### Work instruction
Copy each entry precisely as written, and do not carry over the pictures.

### Information
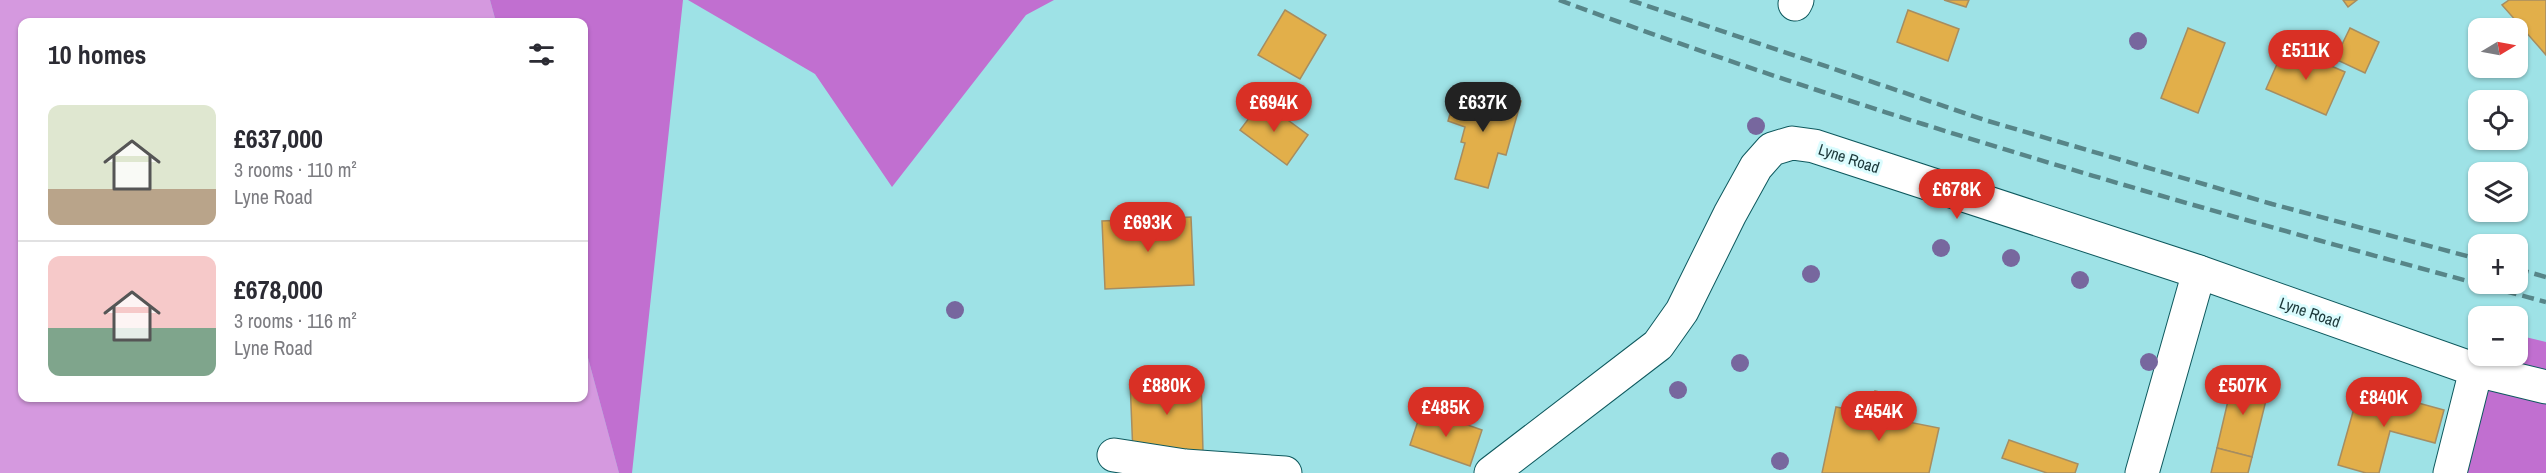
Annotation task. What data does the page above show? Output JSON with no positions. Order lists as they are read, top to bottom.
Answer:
{
  "streets": {
    "street": ["Lyne Road"]
  },
  "north": "right",
  "page": {
    "map_buttons": ["+", "−"],
    "heading": "10 homes",
    "price": [
      "£511K",
      "£694K",
      "£637K",
      "£678K",
      "£693K",
      "£880K",
      "£507K",
      "£840K",
      "£485K",
      "£454K"
    ],
    "list": [
      {
        "name": "£637,000",
        "note": "3 rooms · 110 m² · Lyne Road"
      },
      {
        "name": "£678,000",
        "note": "3 rooms · 116 m² · Lyne Road"
      }
    ]
  }
}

### Output for this task
Annotation task. What data does the page above show? Output JSON with no positions. Order lists as they are read, top to bottom.
Answer:
{
  "streets": {
    "street": ["Lyne Road"]
  },
  "north": "right",
  "page": {
    "map_buttons": ["+", "−"],
    "heading": "10 homes",
    "price": [
      "£511K",
      "£694K",
      "£637K",
      "£678K",
      "£693K",
      "£880K",
      "£507K",
      "£840K",
      "£485K",
      "£454K"
    ],
    "list": [
      {
        "name": "£637,000",
        "note": "3 rooms · 110 m² · Lyne Road"
      },
      {
        "name": "£678,000",
        "note": "3 rooms · 116 m² · Lyne Road"
      }
    ]
  }
}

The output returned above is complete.